(Beginning of Data for analysis)

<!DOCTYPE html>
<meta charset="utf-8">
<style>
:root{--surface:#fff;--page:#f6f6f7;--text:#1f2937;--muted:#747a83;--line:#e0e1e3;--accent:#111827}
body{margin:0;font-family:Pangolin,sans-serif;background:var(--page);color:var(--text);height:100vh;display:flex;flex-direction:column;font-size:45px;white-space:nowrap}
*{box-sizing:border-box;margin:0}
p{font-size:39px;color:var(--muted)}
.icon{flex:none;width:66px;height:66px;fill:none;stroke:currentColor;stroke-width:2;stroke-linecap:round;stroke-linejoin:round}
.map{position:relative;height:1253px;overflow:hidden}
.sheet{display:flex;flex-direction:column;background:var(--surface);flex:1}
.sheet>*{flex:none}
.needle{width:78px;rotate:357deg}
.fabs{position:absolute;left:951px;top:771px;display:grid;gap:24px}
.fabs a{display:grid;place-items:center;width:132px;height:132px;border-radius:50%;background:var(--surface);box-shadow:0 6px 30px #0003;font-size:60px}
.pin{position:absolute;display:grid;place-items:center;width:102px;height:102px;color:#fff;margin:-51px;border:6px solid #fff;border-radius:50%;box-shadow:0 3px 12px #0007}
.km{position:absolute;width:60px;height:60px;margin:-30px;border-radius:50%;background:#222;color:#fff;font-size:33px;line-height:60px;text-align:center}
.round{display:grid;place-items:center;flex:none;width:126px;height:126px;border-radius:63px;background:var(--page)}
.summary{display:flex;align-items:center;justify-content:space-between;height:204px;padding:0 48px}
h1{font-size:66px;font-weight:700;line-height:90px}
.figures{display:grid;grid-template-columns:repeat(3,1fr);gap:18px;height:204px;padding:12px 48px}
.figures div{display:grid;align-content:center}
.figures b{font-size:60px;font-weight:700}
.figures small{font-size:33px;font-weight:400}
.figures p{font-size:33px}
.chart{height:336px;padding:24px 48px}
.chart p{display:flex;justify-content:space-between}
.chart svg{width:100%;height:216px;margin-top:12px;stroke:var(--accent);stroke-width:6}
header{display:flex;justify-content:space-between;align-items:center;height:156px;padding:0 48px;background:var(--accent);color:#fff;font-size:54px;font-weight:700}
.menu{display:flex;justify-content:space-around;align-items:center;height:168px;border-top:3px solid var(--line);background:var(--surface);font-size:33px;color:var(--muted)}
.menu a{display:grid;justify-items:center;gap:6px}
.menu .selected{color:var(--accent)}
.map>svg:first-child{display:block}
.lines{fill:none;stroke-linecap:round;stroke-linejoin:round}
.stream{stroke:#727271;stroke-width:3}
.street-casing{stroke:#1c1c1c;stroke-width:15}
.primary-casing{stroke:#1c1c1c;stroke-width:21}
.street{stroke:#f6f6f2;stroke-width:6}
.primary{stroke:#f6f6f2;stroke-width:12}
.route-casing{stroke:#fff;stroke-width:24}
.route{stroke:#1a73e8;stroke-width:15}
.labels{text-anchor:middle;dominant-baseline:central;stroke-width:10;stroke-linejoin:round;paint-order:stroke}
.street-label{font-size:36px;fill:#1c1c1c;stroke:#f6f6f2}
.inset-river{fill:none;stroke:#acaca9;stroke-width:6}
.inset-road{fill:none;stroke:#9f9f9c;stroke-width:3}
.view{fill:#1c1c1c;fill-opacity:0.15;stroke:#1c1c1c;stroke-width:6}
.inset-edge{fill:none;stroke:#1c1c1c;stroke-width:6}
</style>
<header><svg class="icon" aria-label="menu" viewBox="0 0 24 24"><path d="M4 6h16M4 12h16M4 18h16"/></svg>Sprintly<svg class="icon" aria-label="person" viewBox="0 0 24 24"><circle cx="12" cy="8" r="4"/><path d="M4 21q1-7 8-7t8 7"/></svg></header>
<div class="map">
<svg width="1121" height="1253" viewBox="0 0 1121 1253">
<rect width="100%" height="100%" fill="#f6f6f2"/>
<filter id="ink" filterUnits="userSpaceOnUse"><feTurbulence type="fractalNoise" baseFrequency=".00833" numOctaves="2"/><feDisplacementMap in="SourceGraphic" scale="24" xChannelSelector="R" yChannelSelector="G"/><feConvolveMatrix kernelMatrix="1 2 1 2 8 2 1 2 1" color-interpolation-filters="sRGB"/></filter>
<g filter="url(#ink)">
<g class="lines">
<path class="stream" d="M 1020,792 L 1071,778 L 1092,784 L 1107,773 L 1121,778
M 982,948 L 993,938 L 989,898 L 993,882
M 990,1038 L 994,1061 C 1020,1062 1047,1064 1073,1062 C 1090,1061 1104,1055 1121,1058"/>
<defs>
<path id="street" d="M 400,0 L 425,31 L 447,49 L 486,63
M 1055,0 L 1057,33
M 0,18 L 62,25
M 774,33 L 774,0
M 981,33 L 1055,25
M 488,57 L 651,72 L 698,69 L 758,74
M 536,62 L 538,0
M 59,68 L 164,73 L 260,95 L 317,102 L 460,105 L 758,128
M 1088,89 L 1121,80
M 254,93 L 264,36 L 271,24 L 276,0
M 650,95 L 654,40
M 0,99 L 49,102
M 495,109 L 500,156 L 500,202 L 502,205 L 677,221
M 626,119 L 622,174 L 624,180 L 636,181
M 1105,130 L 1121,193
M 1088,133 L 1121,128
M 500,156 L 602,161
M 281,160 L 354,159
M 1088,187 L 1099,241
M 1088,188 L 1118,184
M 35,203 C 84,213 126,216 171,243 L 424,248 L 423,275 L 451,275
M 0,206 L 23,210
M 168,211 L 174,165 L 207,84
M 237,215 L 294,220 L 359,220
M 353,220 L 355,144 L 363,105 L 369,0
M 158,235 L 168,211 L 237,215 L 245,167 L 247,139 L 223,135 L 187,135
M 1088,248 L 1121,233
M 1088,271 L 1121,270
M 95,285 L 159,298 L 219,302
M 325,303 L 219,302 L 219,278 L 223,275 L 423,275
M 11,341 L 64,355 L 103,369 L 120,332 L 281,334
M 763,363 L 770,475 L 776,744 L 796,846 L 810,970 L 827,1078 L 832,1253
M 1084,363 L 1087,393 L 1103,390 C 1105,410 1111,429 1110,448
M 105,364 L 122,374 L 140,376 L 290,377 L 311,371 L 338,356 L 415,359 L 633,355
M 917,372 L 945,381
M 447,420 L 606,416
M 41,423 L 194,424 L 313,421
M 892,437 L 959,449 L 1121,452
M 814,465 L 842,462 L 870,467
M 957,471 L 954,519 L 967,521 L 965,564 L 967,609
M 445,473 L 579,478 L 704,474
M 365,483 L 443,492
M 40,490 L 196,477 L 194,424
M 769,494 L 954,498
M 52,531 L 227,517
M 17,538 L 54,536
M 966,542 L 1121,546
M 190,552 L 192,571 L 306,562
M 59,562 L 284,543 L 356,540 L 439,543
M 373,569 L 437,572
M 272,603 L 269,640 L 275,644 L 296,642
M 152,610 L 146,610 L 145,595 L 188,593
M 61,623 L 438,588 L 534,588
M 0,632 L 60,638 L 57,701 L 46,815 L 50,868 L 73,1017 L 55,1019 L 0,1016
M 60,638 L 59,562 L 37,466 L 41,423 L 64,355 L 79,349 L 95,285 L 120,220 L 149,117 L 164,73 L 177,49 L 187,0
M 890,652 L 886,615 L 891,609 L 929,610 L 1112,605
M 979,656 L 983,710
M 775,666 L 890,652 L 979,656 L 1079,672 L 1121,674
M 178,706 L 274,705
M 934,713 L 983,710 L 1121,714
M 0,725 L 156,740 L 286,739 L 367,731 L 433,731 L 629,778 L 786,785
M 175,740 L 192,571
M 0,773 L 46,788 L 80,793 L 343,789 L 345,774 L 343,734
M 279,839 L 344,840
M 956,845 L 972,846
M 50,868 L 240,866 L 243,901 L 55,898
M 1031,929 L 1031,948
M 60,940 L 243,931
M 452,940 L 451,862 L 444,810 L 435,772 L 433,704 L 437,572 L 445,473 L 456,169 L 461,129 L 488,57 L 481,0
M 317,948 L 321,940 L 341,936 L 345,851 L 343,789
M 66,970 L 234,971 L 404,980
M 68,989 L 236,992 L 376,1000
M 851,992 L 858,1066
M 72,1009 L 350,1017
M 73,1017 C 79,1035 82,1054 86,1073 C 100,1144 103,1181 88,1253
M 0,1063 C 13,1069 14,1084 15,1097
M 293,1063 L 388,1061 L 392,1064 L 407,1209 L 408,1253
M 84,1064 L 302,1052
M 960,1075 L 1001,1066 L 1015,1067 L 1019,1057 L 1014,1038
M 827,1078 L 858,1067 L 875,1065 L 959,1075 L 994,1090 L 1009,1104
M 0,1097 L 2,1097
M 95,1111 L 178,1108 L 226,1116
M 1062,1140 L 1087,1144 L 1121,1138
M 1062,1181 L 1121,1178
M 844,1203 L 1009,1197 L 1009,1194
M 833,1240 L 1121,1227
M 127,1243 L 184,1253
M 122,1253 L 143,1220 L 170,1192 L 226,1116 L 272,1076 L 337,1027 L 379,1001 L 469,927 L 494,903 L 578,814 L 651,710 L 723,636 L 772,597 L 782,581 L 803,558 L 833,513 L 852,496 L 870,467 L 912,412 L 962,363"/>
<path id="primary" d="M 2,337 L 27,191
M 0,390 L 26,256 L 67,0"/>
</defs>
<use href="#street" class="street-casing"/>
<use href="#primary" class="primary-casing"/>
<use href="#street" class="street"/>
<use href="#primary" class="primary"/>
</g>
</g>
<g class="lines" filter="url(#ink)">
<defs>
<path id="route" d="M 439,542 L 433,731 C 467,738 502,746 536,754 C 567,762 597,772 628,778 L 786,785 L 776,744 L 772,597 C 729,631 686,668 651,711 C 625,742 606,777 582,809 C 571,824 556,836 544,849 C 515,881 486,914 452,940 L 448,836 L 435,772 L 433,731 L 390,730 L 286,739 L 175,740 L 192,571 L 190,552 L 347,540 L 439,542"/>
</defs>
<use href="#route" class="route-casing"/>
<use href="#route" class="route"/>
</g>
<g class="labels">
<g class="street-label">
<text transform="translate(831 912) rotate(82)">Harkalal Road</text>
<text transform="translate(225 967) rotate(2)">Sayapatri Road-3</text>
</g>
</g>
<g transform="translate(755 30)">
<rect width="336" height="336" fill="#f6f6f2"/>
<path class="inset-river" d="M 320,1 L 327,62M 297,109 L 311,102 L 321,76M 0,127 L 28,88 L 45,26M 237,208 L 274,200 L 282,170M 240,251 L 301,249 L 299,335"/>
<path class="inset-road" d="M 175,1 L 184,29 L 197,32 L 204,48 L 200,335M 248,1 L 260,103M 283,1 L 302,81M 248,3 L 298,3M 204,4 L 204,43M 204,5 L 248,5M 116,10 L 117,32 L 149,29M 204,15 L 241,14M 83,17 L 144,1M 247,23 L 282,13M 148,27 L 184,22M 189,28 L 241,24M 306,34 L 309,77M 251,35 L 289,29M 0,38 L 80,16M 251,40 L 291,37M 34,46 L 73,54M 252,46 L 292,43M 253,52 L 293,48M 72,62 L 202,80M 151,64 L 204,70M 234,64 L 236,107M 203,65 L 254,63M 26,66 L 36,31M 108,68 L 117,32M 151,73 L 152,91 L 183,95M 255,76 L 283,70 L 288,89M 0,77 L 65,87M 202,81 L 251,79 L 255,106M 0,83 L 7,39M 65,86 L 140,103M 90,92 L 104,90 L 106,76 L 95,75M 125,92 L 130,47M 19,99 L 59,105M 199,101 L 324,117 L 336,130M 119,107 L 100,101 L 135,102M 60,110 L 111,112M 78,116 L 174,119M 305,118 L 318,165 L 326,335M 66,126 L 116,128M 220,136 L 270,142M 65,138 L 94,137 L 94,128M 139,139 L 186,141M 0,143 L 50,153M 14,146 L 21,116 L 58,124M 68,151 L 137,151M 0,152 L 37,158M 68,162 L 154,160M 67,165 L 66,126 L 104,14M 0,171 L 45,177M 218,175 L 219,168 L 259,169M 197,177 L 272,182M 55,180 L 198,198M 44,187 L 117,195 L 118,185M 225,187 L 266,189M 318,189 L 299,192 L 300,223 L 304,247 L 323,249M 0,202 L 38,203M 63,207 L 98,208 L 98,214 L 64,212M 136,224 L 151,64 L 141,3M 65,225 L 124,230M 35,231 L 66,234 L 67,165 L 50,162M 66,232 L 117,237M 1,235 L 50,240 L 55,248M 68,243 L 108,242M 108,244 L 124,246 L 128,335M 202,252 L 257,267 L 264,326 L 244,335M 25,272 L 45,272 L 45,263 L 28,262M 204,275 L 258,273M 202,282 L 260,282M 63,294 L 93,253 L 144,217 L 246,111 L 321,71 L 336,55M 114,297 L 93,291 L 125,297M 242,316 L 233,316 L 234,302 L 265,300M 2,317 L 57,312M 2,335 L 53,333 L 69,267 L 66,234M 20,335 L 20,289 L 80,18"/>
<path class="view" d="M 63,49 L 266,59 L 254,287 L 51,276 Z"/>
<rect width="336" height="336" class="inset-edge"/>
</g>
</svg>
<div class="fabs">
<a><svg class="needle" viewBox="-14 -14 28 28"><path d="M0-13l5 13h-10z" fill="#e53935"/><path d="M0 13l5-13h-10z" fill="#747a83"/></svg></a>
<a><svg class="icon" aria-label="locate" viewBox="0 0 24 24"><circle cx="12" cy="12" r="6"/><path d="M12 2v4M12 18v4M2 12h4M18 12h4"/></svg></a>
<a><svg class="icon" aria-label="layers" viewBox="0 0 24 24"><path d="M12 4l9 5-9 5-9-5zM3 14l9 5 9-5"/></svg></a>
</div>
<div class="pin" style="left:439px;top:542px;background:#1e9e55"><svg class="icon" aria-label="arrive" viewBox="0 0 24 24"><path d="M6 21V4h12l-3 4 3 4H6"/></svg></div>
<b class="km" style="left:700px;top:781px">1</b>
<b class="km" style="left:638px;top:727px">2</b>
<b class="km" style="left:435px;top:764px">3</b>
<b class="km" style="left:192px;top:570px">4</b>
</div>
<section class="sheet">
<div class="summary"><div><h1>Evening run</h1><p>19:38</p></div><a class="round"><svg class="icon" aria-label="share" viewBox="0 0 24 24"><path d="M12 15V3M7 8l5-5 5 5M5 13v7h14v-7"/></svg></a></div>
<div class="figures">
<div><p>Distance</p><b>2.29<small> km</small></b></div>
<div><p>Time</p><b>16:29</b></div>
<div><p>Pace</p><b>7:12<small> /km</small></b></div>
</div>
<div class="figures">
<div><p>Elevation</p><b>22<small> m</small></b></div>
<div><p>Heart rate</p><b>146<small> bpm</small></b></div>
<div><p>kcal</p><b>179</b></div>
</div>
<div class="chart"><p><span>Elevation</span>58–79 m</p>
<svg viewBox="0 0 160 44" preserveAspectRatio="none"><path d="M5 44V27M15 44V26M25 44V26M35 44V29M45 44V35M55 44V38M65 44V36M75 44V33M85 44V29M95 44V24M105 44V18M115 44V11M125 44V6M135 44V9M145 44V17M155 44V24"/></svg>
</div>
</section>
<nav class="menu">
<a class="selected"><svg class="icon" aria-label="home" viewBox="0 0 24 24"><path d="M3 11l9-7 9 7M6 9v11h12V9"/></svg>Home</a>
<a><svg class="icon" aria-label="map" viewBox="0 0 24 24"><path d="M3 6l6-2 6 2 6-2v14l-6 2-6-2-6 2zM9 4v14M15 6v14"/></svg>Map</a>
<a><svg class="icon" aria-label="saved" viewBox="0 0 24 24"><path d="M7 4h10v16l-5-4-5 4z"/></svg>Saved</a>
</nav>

(End of Data for analysis)

Give back, word for word, the lines of the records that run from the one holding "21V4h12l-3 4 3" to the very last.

<div class="pin" style="left:439px;top:542px;background:#1e9e55"><svg class="icon" aria-label="arrive" viewBox="0 0 24 24"><path d="M6 21V4h12l-3 4 3 4H6"/></svg></div>
<b class="km" style="left:700px;top:781px">1</b>
<b class="km" style="left:638px;top:727px">2</b>
<b class="km" style="left:435px;top:764px">3</b>
<b class="km" style="left:192px;top:570px">4</b>
</div>
<section class="sheet">
<div class="summary"><div><h1>Evening run</h1><p>19:38</p></div><a class="round"><svg class="icon" aria-label="share" viewBox="0 0 24 24"><path d="M12 15V3M7 8l5-5 5 5M5 13v7h14v-7"/></svg></a></div>
<div class="figures">
<div><p>Distance</p><b>2.29<small> km</small></b></div>
<div><p>Time</p><b>16:29</b></div>
<div><p>Pace</p><b>7:12<small> /km</small></b></div>
</div>
<div class="figures">
<div><p>Elevation</p><b>22<small> m</small></b></div>
<div><p>Heart rate</p><b>146<small> bpm</small></b></div>
<div><p>kcal</p><b>179</b></div>
</div>
<div class="chart"><p><span>Elevation</span>58–79 m</p>
<svg viewBox="0 0 160 44" preserveAspectRatio="none"><path d="M5 44V27M15 44V26M25 44V26M35 44V29M45 44V35M55 44V38M65 44V36M75 44V33M85 44V29M95 44V24M105 44V18M115 44V11M125 44V6M135 44V9M145 44V17M155 44V24"/></svg>
</div>
</section>
<nav class="menu">
<a class="selected"><svg class="icon" aria-label="home" viewBox="0 0 24 24"><path d="M3 11l9-7 9 7M6 9v11h12V9"/></svg>Home</a>
<a><svg class="icon" aria-label="map" viewBox="0 0 24 24"><path d="M3 6l6-2 6 2 6-2v14l-6 2-6-2-6 2zM9 4v14M15 6v14"/></svg>Map</a>
<a><svg class="icon" aria-label="saved" viewBox="0 0 24 24"><path d="M7 4h10v16l-5-4-5 4z"/></svg>Saved</a>
</nav>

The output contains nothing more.